**WHAT YOU WILL DO**. Make an exact copy of the entries below.

------ PROVIDED DATA ------

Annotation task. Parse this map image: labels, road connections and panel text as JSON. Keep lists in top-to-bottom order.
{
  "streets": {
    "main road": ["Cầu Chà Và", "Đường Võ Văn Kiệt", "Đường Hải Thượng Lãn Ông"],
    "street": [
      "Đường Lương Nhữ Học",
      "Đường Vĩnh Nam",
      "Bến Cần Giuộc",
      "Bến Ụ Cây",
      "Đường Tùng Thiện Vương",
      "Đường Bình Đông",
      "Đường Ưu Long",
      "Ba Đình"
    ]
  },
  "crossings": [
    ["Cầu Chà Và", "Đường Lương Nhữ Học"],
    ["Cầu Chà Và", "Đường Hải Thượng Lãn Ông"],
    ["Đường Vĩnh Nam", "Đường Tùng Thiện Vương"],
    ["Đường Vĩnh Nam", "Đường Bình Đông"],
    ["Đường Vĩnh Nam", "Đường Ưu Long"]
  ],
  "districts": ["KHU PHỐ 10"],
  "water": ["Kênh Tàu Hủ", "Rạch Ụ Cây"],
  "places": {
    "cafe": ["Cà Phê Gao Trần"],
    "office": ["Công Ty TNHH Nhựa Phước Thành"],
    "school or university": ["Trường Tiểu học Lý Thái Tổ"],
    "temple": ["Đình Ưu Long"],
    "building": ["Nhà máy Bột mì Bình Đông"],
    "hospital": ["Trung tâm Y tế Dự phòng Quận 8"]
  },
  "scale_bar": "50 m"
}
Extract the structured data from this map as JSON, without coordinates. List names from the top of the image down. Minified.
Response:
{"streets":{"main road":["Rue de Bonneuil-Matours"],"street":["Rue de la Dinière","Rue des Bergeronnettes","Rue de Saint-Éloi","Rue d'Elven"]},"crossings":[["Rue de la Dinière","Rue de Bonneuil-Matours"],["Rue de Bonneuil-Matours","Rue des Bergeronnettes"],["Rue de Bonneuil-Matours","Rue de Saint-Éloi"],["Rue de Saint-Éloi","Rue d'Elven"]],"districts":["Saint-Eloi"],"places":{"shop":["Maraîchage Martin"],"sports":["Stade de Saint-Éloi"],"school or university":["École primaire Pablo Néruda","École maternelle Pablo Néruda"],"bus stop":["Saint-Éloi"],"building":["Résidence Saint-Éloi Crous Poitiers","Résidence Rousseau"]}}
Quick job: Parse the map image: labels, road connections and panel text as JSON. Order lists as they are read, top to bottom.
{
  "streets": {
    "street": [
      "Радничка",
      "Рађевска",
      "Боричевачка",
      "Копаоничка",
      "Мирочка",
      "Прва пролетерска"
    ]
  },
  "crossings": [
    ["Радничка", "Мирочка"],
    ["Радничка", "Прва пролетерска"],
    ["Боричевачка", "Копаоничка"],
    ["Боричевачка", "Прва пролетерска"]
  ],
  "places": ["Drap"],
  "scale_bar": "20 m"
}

------

**RESULT OF THIS TASK**.
Annotation task. Parse this map image: labels, road connections and panel text as JSON. Keep lists in top-to-bottom order.
{
  "streets": {
    "main road": ["Cầu Chà Và", "Đường Võ Văn Kiệt", "Đường Hải Thượng Lãn Ông"],
    "street": [
      "Đường Lương Nhữ Học",
      "Đường Vĩnh Nam",
      "Bến Cần Giuộc",
      "Bến Ụ Cây",
      "Đường Tùng Thiện Vương",
      "Đường Bình Đông",
      "Đường Ưu Long",
      "Ba Đình"
    ]
  },
  "crossings": [
    ["Cầu Chà Và", "Đường Lương Nhữ Học"],
    ["Cầu Chà Và", "Đường Hải Thượng Lãn Ông"],
    ["Đường Vĩnh Nam", "Đường Tùng Thiện Vương"],
    ["Đường Vĩnh Nam", "Đường Bình Đông"],
    ["Đường Vĩnh Nam", "Đường Ưu Long"]
  ],
  "districts": ["KHU PHỐ 10"],
  "water": ["Kênh Tàu Hủ", "Rạch Ụ Cây"],
  "places": {
    "cafe": ["Cà Phê Gao Trần"],
    "office": ["Công Ty TNHH Nhựa Phước Thành"],
    "school or university": ["Trường Tiểu học Lý Thái Tổ"],
    "temple": ["Đình Ưu Long"],
    "building": ["Nhà máy Bột mì Bình Đông"],
    "hospital": ["Trung tâm Y tế Dự phòng Quận 8"]
  },
  "scale_bar": "50 m"
}
Extract the structured data from this map as JSON, without coordinates. List names from the top of the image down. Minified.
Response:
{"streets":{"main road":["Rue de Bonneuil-Matours"],"street":["Rue de la Dinière","Rue des Bergeronnettes","Rue de Saint-Éloi","Rue d'Elven"]},"crossings":[["Rue de la Dinière","Rue de Bonneuil-Matours"],["Rue de Bonneuil-Matours","Rue des Bergeronnettes"],["Rue de Bonneuil-Matours","Rue de Saint-Éloi"],["Rue de Saint-Éloi","Rue d'Elven"]],"districts":["Saint-Eloi"],"places":{"shop":["Maraîchage Martin"],"sports":["Stade de Saint-Éloi"],"school or university":["École primaire Pablo Néruda","École maternelle Pablo Néruda"],"bus stop":["Saint-Éloi"],"building":["Résidence Saint-Éloi Crous Poitiers","Résidence Rousseau"]}}
Quick job: Parse the map image: labels, road connections and panel text as JSON. Order lists as they are read, top to bottom.
{
  "streets": {
    "street": [
      "Радничка",
      "Рађевска",
      "Боричевачка",
      "Копаоничка",
      "Мирочка",
      "Прва пролетерска"
    ]
  },
  "crossings": [
    ["Радничка", "Мирочка"],
    ["Радничка", "Прва пролетерска"],
    ["Боричевачка", "Копаоничка"],
    ["Боричевачка", "Прва пролетерска"]
  ],
  "places": ["Drap"],
  "scale_bar": "20 m"
}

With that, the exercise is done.